RangeRider Agree with you. Problem is that if we were their position we would be doing all the things that have been suggested - it's difficult (and tearful) to have sensible conversations over the phone with them about and not appear to be speaking down or treating them as children. I know what we would be doing but it's helping them getting to be realistic and work it out for themselves. Son is still very upset at what happened to him.

tissuesosoft Mon 19-Nov-18 17:44:15

I think they need to look for jobs that are not just in their fields. If I lost my job I would do anything to keep finances coming in. But I know that it isn’t down to you to sort or finance them until they are in their ‘perfect’ jobs. You sound like a lovely mum flowers

FusionChefGeoff Mon 19-Nov-18 22:16:42

Can you have them to stay for a long weekend perhaps? Help them work it all through and hopefully help them come to the conclusions you want them to see???

Etiene Mon 19-Nov-18 22:35:56

FusionChefGeoff Good idea - we're going to spend a weekend with them including time when DGS are at school.

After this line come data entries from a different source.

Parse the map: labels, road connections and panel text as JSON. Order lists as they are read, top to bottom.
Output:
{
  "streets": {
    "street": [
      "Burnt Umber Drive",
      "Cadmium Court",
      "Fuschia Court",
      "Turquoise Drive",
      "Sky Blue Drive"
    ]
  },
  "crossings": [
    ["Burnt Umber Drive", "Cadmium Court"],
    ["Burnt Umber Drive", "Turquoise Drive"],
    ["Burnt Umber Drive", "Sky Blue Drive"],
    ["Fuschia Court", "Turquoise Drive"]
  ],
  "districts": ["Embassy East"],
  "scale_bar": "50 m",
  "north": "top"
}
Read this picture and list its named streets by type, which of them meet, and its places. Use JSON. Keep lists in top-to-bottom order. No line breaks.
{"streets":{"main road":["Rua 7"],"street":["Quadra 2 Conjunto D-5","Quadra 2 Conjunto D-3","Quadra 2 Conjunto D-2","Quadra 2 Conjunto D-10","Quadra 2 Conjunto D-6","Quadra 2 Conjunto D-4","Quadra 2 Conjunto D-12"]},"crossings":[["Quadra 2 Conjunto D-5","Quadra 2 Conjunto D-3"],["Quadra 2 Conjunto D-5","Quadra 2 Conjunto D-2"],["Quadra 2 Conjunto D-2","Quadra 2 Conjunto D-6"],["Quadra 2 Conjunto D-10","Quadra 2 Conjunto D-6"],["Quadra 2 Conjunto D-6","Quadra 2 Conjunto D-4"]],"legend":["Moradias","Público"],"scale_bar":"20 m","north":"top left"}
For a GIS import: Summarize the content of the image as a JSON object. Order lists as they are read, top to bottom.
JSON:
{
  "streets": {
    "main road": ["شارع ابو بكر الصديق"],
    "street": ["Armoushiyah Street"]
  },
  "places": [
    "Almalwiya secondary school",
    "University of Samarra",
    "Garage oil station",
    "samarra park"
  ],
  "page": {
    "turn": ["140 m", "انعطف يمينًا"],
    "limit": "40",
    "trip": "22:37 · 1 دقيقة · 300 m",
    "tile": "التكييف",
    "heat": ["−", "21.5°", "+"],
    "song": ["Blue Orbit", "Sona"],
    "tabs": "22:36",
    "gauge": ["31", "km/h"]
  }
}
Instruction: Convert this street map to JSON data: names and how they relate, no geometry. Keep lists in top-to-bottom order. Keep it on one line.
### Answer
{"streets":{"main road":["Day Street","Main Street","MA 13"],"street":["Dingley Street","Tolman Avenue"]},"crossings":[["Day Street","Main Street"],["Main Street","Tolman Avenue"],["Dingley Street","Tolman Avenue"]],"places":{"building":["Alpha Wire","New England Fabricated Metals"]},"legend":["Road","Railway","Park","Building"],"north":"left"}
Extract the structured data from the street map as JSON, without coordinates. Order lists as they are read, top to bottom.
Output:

flossietoot Mon 19-Nov-18 22:41:11

Could they rent their house out short term and go into a cheap rental?

Almahart Mon 19-Nov-18 22:56:01

Both my parents (divorced) were wealthier than DH and I are. It wouldn’t have occurred to me to ask them to support us financially in this situation. I would give them a big cheque for Christmas if I were you but honestly in their situation, if I were a SAHM I would have expected to get a part time job

mrsmuddlepies Mon 19-Nov-18 23:35:46

If the grandchildren are school age, both son and Dil should look at getting temporary jobs ( perhaps seasonal jobs). It is always going to be dangerous if just one person in a relationship works. Eggs in one basket and all that.
I understand your desire to help. That is a good thing to do, but both of them should show willing to work and help themselves as well.